British Army soldier

Staff Sergeant Thomas McKay MBE (died 17 November 2005), known as "Tam the Gun", was the District Gunner with 105th Regiment Royal Artillery from 1979 until 2005. During that time, McKay was responsible for the daily firing of the One O'Clock Gun at Edinburgh Castle, becoming the longest-serving holder of the post.

McKay was born in Lochgelly, Fife, and grew up in Musselburgh. He joined 529 Company Royal Army Service Corps, part of the Territorial Army.

The One O'clock Gun is a time signal, given at 1.00pm Monday to Saturday, and has been operating since 1861. McKay began firing the gun in July 1979, and during his long service became a recognisable Edinburgh character. At that time, the gun was a 25-pound Howitzer, although this was replaced with a L118 Light Gun, brought into service on 30 November 2001, with "Tam the Gun" firing the first round. In 1999, Sergeant McKay was awarded the MBE by the Queen, for his services to the Territorial Army.

Sergeant McKay was instrumental in setting up the One O'Clock Gun exhibition within the castle, obtaining funding from the National Lottery and Historic Scotland. The exhibition, initially temporary but now permanent, explains the origins of Edinburgh's time signals, first established in the 1840s by Charles Piazzi Smyth, the Astronomer Royal for Scotland. McKay also floated the idea of sponsorship of the One O'clock Gun, in order to secure its future. He undertook fundraising work for the Army Benevolent Fund, and in 2002 published a book of anecdotes and history relating to the gun, entitled, What Time Does Edinburgh's One O'clock Gun Fire?, the proceeds of which went towards the fund. McKay also appeared on BBC Scotland's Hogmanay Live programme, firing the gun to mark the New Year. He continued to fire the gun until his retirement on 27 January 2005. He died at his home in Dunfermline at the age of 60.

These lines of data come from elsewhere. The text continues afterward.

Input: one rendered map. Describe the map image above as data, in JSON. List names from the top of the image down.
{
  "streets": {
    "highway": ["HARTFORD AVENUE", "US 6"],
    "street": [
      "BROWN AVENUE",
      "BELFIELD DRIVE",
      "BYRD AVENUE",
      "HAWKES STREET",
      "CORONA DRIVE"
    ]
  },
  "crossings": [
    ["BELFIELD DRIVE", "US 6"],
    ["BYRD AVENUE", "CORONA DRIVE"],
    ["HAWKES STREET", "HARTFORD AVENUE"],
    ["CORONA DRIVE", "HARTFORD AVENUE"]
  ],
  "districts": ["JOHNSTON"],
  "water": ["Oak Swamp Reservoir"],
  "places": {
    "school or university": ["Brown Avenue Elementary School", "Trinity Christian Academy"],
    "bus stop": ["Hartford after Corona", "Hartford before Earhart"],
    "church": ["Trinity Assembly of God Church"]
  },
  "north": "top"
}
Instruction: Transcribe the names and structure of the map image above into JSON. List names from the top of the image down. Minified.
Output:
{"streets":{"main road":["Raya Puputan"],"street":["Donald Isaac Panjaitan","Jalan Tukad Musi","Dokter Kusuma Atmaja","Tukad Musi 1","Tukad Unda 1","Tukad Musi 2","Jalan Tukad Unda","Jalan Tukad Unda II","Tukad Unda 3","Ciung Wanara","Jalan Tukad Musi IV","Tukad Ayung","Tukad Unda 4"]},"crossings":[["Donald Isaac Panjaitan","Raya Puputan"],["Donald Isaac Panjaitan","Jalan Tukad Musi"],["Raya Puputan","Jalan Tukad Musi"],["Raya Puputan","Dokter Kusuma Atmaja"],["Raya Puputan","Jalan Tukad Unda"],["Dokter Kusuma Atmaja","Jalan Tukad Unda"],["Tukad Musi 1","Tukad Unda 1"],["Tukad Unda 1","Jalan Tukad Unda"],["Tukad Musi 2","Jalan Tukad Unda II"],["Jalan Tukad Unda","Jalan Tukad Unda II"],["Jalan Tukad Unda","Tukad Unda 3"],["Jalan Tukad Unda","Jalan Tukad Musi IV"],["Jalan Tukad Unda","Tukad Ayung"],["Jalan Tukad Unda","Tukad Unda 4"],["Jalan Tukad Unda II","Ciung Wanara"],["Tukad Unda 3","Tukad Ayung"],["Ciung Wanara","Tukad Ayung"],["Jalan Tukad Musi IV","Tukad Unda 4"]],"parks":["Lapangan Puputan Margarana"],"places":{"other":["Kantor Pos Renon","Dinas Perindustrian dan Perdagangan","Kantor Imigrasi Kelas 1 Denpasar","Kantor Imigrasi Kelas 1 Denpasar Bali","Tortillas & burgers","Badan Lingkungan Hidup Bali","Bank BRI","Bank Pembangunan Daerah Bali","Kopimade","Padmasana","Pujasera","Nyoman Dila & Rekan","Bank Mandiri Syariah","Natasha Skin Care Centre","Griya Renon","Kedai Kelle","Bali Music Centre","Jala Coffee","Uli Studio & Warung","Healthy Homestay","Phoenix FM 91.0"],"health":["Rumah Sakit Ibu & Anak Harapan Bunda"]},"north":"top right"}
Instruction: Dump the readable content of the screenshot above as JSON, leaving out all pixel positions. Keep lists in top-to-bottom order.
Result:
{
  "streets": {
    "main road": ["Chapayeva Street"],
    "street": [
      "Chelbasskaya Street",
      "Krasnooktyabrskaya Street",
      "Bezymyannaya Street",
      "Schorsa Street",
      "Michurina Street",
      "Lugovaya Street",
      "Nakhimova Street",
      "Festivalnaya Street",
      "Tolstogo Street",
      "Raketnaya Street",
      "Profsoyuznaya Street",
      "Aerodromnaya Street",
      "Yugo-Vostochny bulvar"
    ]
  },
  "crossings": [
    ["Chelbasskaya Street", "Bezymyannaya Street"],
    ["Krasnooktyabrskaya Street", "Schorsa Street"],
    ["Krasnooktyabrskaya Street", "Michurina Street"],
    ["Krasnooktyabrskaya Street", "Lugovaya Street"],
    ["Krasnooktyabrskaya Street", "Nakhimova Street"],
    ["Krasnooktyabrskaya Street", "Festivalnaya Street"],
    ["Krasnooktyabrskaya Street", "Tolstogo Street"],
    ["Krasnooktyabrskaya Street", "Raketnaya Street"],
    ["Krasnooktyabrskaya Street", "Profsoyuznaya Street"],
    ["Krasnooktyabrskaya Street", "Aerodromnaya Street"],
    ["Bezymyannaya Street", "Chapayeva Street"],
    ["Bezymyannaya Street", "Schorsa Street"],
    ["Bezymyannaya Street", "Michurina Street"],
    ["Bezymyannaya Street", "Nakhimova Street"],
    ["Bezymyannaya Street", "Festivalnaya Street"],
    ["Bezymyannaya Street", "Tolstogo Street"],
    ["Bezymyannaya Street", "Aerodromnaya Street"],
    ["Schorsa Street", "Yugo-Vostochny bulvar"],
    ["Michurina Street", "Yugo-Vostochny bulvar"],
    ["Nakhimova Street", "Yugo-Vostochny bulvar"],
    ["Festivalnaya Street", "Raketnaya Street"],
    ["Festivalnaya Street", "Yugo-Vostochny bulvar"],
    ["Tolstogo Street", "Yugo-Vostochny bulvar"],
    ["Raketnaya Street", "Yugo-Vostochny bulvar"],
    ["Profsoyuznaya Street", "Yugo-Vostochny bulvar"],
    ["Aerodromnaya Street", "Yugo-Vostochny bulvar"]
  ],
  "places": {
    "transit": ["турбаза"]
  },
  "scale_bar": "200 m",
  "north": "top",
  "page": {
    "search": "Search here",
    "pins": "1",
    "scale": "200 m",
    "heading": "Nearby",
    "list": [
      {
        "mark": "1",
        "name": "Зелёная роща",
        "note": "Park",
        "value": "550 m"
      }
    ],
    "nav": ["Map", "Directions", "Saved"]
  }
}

The name Tam the Gun was given to a GNER Class 91 locomotive, No.91122, in June 2006 in honour of Sergeant McKay. The locomotive was named by his widow in an official ceremony at Edinburgh Waverley. The name formerly carried on the locomotive was Double Trigger, and along with the rest of the class, lost the name when National Express East Coast took over the franchise.